Problem to work on » Could you copy out every line of the data where the word "linejoin" occurs?
[Record set]
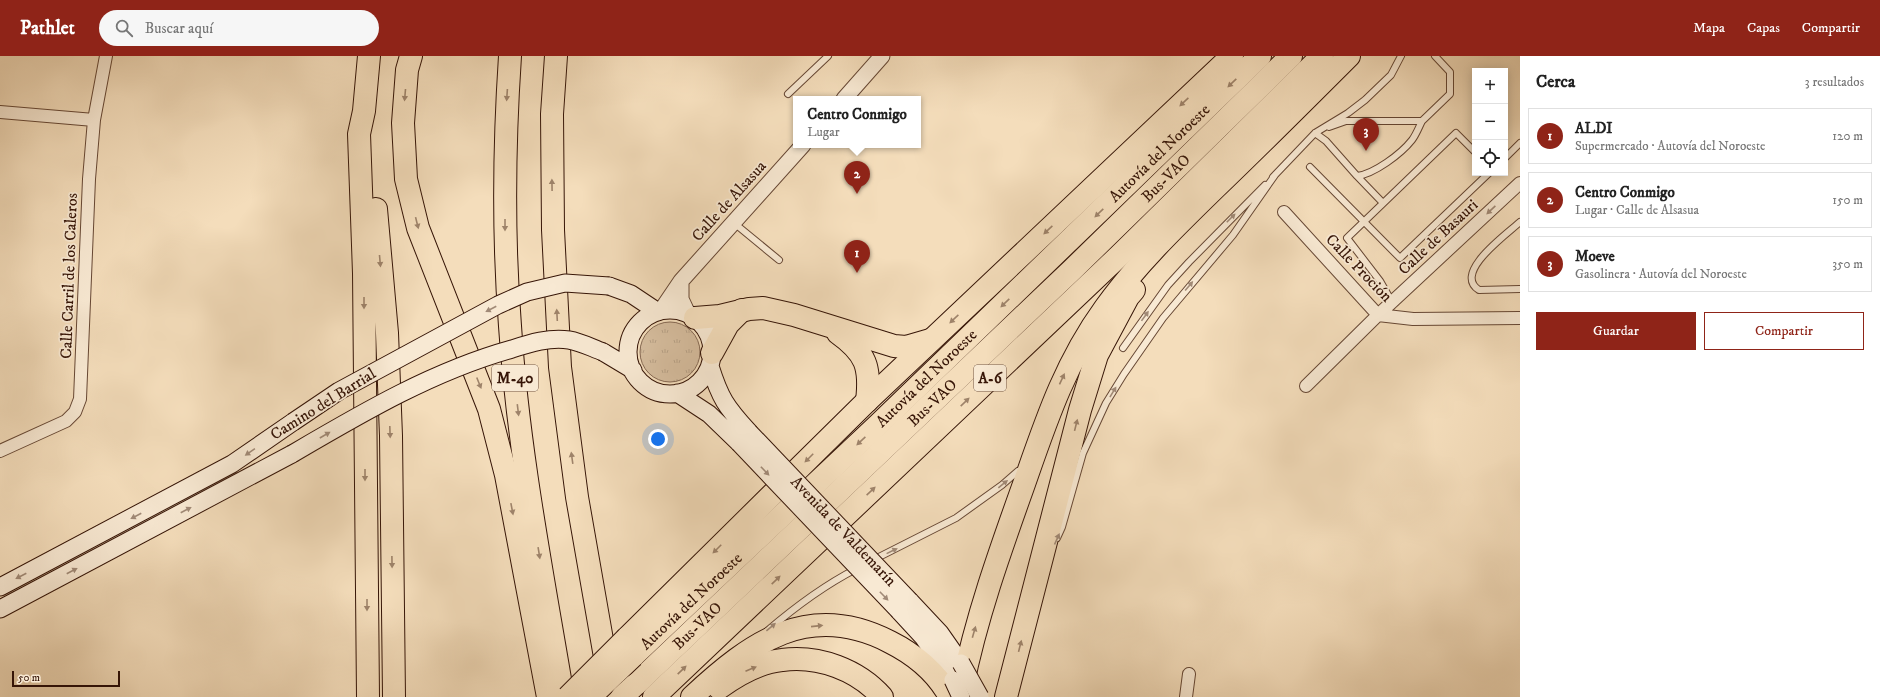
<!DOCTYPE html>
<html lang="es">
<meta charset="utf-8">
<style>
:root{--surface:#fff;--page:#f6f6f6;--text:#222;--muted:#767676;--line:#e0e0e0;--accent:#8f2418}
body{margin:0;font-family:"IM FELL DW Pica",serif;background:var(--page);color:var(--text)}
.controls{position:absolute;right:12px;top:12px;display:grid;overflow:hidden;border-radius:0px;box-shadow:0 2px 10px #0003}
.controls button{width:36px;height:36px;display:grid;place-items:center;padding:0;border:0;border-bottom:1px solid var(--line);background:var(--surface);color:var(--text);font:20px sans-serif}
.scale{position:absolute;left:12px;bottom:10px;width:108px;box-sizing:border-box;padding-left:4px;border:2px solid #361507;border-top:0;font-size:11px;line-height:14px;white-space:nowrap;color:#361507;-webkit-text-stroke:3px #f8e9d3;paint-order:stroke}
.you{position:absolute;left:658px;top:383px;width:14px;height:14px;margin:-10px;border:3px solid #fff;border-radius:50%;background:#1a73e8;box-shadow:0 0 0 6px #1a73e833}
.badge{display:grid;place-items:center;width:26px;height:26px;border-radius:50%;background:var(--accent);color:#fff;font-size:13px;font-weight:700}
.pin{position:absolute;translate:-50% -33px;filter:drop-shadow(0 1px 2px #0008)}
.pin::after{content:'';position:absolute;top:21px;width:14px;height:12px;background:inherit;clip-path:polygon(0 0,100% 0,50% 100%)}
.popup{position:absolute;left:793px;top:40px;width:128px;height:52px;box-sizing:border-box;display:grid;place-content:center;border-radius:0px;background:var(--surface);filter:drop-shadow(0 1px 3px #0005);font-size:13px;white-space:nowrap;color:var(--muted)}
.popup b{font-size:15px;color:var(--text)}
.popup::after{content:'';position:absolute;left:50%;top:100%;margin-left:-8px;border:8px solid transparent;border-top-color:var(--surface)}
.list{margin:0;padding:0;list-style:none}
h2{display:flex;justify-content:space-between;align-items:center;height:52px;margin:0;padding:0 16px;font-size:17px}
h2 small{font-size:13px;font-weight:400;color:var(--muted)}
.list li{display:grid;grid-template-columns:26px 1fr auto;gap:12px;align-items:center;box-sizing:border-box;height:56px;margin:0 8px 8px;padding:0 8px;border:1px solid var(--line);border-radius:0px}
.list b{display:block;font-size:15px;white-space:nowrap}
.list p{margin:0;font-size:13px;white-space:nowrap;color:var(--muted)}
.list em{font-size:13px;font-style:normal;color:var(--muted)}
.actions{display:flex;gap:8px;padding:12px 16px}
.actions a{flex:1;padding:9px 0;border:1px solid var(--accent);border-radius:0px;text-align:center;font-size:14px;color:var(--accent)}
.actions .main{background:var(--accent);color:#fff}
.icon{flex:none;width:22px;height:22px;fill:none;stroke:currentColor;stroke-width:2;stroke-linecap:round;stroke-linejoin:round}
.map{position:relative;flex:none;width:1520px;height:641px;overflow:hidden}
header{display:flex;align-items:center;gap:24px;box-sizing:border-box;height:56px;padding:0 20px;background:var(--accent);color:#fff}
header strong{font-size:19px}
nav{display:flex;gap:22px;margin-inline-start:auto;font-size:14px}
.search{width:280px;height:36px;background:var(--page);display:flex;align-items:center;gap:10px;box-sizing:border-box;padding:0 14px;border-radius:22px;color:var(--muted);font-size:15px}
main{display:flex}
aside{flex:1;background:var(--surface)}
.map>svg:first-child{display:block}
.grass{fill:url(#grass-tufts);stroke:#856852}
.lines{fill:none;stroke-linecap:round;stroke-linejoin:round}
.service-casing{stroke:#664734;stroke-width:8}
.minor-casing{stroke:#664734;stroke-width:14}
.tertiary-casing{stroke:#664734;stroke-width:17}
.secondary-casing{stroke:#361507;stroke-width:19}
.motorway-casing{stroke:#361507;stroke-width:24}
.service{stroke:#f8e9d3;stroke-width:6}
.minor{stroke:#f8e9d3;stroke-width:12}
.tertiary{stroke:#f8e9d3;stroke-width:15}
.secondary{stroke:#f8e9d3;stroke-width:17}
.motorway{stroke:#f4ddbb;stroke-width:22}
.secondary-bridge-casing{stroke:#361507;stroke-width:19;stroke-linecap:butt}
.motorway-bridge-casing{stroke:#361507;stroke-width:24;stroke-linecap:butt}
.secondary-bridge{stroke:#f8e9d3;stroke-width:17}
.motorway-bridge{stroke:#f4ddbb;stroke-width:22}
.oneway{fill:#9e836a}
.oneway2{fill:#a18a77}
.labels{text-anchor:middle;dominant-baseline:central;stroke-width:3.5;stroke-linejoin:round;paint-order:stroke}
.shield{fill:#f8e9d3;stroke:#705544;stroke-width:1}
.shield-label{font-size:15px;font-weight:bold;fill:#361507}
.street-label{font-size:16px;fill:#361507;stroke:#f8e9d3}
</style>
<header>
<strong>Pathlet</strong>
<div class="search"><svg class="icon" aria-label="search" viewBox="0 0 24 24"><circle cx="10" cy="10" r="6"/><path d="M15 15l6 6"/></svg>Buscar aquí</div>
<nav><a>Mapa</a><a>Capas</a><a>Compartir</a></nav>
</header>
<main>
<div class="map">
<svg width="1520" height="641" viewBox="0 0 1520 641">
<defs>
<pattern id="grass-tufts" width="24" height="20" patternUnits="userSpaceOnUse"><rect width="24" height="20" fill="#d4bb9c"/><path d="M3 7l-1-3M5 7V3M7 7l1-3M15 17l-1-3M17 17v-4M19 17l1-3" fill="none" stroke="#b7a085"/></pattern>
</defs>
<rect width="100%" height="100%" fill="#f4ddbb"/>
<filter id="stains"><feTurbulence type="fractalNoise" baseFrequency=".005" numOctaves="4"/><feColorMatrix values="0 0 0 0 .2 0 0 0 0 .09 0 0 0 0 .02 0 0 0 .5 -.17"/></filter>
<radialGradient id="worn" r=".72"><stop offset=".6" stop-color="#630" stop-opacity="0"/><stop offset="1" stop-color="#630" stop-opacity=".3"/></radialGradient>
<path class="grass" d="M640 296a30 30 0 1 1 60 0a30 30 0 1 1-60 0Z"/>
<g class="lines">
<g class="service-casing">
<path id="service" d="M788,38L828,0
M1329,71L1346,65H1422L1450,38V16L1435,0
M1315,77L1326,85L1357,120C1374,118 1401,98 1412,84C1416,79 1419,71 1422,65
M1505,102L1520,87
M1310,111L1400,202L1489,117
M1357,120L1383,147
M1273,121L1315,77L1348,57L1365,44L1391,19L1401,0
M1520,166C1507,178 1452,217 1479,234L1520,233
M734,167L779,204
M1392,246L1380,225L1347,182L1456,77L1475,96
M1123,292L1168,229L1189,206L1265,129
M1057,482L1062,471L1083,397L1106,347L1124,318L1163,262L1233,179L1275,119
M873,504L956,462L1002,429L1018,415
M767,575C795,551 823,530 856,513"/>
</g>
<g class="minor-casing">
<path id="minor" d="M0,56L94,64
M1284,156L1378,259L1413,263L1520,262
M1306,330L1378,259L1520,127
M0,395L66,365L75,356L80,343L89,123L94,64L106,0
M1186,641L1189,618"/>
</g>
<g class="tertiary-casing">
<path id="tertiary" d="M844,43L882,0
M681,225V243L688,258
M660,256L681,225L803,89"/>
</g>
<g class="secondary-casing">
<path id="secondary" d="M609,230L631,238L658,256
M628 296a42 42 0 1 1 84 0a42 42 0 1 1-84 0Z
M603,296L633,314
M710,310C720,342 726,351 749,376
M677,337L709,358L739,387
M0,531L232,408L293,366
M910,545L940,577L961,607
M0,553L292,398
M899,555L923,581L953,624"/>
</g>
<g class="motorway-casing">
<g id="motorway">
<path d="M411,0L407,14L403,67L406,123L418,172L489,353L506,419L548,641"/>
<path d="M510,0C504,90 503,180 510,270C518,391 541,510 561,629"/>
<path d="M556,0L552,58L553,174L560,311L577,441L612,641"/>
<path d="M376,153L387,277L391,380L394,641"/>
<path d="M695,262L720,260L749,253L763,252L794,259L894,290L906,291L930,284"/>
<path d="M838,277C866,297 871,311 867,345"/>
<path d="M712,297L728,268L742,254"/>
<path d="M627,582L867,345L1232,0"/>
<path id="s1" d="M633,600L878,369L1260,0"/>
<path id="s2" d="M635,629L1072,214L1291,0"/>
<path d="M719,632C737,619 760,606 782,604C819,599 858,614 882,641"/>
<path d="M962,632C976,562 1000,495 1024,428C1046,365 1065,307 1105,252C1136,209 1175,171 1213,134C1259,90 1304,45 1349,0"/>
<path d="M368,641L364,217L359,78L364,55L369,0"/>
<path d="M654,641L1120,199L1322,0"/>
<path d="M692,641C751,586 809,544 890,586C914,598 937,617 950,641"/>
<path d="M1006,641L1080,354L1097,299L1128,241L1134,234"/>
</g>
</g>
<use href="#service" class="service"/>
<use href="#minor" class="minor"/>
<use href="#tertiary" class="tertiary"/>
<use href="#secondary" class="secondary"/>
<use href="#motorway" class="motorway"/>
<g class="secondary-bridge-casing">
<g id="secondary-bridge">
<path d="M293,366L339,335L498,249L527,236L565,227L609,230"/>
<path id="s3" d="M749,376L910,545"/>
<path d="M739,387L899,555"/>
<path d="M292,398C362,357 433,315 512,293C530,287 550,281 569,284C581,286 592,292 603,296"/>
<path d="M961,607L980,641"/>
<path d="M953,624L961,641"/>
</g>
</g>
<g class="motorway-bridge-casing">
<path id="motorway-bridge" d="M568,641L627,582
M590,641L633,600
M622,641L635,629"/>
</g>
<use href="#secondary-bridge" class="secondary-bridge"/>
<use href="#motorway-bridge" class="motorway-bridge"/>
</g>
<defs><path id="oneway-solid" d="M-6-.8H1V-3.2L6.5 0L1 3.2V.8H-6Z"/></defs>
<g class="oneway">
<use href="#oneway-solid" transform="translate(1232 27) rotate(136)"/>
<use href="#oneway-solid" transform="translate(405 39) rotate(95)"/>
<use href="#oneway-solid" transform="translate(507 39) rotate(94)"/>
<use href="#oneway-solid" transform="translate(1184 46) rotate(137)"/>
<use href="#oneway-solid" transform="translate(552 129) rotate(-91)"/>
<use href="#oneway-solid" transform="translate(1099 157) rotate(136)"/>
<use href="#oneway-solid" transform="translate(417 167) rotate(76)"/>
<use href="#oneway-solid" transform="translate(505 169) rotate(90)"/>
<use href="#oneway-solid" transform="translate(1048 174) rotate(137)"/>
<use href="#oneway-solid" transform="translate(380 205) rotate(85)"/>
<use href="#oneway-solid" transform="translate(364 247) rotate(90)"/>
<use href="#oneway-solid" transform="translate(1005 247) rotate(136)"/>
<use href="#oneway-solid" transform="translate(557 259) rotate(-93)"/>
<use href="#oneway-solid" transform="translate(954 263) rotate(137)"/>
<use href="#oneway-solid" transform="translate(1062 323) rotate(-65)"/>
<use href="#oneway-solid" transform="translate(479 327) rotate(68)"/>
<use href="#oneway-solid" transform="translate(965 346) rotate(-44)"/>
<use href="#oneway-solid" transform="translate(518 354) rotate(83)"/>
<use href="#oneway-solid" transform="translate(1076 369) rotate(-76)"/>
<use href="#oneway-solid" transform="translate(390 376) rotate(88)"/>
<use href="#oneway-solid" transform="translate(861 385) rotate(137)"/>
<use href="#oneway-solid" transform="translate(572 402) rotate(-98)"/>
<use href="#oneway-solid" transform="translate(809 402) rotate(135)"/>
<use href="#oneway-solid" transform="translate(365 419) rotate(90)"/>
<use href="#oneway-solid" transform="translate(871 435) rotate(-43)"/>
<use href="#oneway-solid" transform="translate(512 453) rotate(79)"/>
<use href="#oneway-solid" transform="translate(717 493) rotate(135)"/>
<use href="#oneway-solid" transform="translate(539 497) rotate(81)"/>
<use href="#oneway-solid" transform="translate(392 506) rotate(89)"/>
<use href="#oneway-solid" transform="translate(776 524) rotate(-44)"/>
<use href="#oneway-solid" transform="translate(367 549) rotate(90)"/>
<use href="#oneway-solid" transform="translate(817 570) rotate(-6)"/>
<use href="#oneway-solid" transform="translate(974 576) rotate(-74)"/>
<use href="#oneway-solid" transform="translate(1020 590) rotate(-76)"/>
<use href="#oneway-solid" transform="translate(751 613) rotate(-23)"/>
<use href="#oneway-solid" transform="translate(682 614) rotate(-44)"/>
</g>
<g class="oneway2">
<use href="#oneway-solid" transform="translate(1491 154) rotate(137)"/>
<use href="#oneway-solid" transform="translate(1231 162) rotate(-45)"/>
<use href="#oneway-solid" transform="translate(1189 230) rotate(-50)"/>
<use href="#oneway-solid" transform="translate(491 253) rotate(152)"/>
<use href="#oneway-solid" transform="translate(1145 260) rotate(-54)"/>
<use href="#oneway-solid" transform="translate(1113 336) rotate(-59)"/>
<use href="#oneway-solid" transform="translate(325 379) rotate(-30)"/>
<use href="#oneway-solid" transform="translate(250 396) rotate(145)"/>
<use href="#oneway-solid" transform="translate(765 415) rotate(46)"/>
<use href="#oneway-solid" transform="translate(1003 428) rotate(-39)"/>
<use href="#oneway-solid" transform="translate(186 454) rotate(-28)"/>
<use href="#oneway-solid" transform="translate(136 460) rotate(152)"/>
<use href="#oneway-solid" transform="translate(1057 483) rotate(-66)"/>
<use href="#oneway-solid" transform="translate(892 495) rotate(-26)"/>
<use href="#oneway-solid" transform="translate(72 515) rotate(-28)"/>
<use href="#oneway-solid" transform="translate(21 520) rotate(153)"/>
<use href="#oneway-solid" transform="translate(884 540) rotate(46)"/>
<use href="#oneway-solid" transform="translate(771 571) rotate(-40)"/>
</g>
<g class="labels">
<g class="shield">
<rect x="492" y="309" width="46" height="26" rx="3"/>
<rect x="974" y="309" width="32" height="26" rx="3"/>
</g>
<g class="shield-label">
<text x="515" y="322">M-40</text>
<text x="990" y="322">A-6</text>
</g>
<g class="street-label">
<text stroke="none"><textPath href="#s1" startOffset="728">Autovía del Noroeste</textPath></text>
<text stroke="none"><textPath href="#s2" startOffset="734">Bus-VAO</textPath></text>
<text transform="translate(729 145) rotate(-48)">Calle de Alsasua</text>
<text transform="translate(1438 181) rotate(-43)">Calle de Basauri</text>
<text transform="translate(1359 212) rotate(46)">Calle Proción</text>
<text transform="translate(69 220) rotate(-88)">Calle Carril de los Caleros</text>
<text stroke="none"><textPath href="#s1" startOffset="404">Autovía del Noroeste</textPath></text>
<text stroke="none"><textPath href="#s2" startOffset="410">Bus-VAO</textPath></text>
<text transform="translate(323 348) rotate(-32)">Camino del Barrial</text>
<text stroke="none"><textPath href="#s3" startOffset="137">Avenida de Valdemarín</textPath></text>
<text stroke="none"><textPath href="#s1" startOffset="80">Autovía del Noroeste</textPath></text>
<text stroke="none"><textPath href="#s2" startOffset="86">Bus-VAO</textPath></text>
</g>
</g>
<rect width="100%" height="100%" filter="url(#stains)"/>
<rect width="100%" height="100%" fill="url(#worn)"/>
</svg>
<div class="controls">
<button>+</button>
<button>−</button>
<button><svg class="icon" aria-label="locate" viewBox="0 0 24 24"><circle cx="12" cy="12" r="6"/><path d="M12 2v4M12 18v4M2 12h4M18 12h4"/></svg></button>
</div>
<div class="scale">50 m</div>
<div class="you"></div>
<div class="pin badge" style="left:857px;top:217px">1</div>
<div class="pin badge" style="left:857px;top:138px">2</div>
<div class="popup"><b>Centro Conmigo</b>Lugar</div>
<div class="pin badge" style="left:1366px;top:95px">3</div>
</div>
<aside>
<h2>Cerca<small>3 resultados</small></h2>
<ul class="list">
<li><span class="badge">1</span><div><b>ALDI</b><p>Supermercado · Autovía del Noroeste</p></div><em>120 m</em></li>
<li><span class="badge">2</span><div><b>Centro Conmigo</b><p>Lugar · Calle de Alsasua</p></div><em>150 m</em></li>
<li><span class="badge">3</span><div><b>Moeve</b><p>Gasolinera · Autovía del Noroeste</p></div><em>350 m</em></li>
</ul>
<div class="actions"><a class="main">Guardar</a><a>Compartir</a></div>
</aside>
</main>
[/Record set]
Answer box »
.icon{flex:none;width:22px;height:22px;fill:none;stroke:currentColor;stroke-width:2;stroke-linecap:round;stroke-linejoin:round}
.lines{fill:none;stroke-linecap:round;stroke-linejoin:round}
.labels{text-anchor:middle;dominant-baseline:central;stroke-width:3.5;stroke-linejoin:round;paint-order:stroke}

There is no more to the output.